● **DATA TO PROCESS**

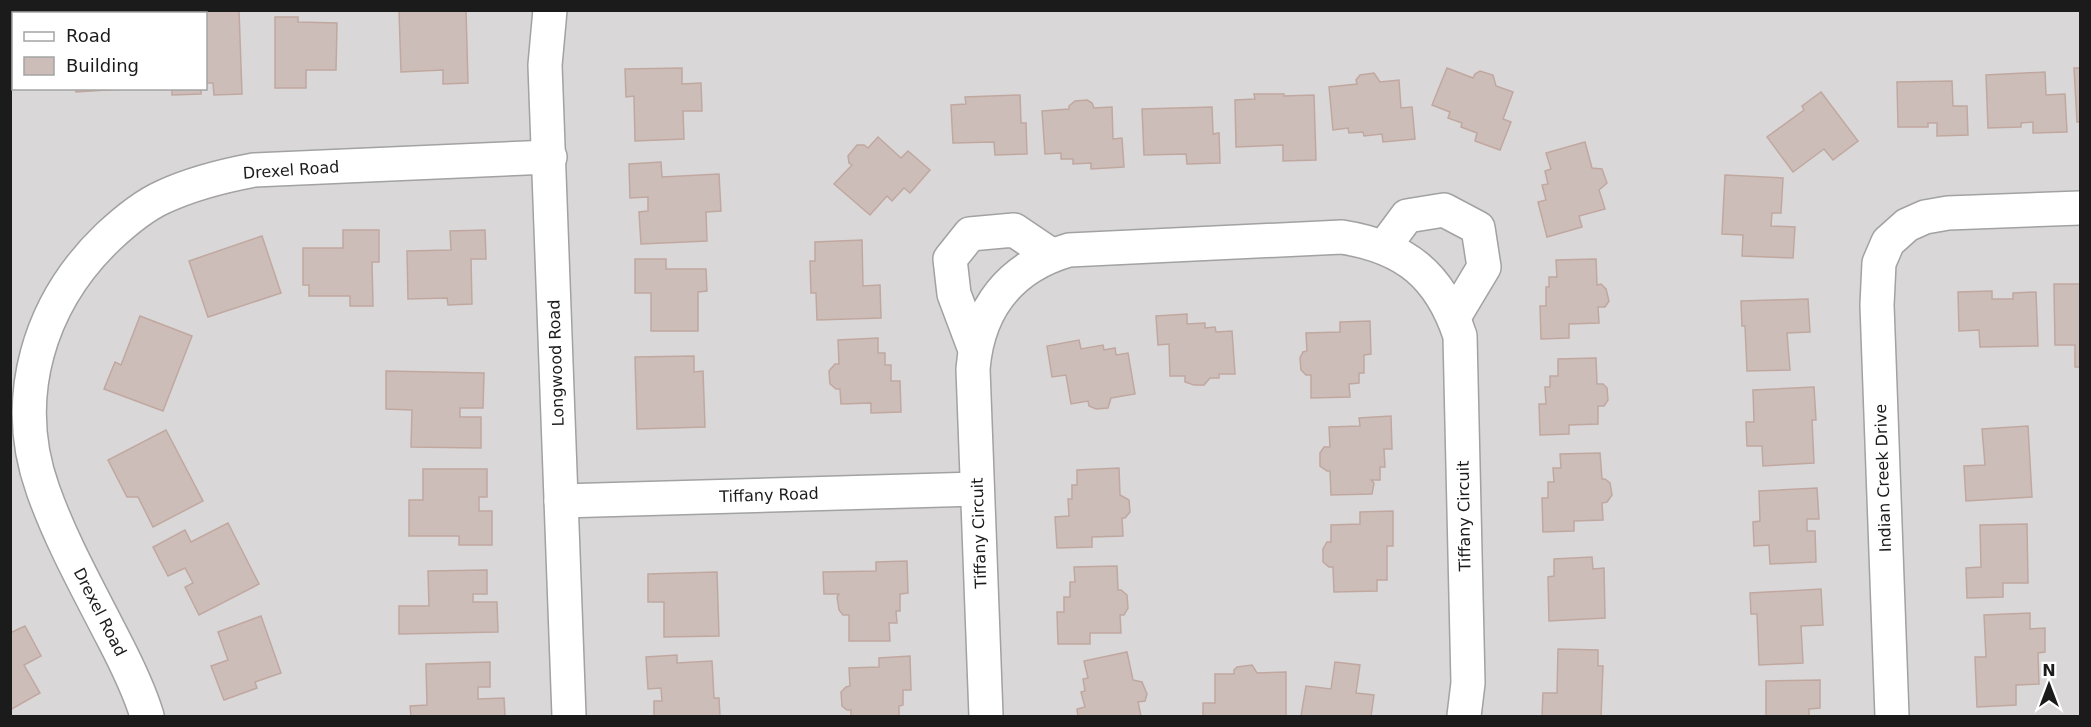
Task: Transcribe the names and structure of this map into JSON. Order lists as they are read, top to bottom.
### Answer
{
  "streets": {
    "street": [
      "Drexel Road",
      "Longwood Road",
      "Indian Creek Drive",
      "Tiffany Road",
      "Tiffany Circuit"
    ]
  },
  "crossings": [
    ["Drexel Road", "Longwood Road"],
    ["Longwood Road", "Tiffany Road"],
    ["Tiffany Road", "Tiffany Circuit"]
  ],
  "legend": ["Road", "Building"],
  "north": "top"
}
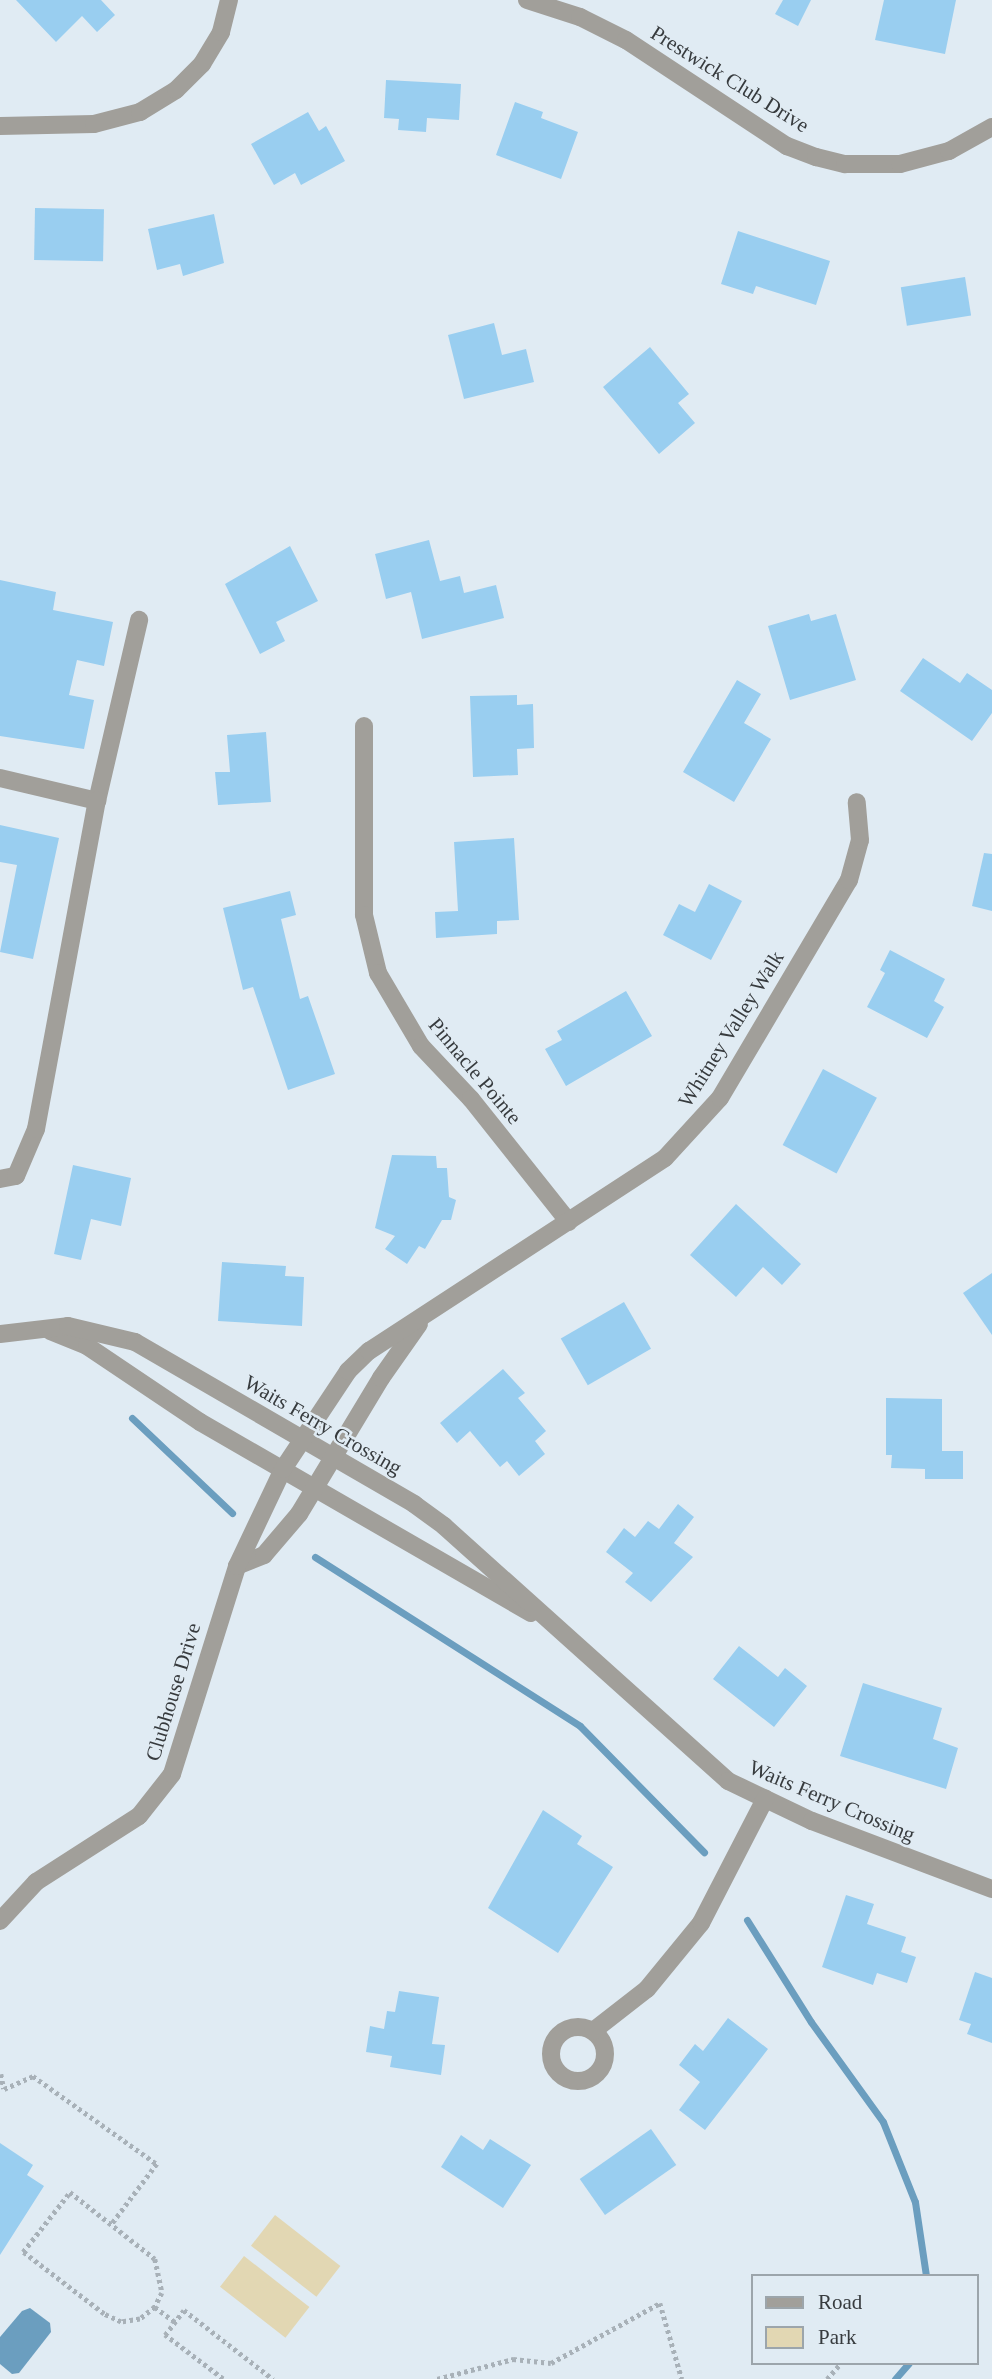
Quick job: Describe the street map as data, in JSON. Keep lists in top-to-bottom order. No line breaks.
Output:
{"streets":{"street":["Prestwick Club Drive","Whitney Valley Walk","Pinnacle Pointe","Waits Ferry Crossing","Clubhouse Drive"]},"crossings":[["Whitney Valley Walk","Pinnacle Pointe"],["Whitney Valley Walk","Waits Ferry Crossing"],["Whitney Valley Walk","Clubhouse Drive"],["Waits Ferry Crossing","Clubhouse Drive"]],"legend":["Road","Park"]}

● **INSTRUCTIONS TO FOLLOW**
The copy should hold every entry above word for word and none of the pictures.

● **RESULT FOR THIS TASK**
Task: Transcribe the names and structure of this map into JSON. Order lists as they are read, top to bottom.
### Answer
{
  "streets": {
    "street": [
      "Drexel Road",
      "Longwood Road",
      "Indian Creek Drive",
      "Tiffany Road",
      "Tiffany Circuit"
    ]
  },
  "crossings": [
    ["Drexel Road", "Longwood Road"],
    ["Longwood Road", "Tiffany Road"],
    ["Tiffany Road", "Tiffany Circuit"]
  ],
  "legend": ["Road", "Building"],
  "north": "top"
}
Quick job: Describe the street map as data, in JSON. Keep lists in top-to-bottom order. No line breaks.
Output:
{"streets":{"street":["Prestwick Club Drive","Whitney Valley Walk","Pinnacle Pointe","Waits Ferry Crossing","Clubhouse Drive"]},"crossings":[["Whitney Valley Walk","Pinnacle Pointe"],["Whitney Valley Walk","Waits Ferry Crossing"],["Whitney Valley Walk","Clubhouse Drive"],["Waits Ferry Crossing","Clubhouse Drive"]],"legend":["Road","Park"]}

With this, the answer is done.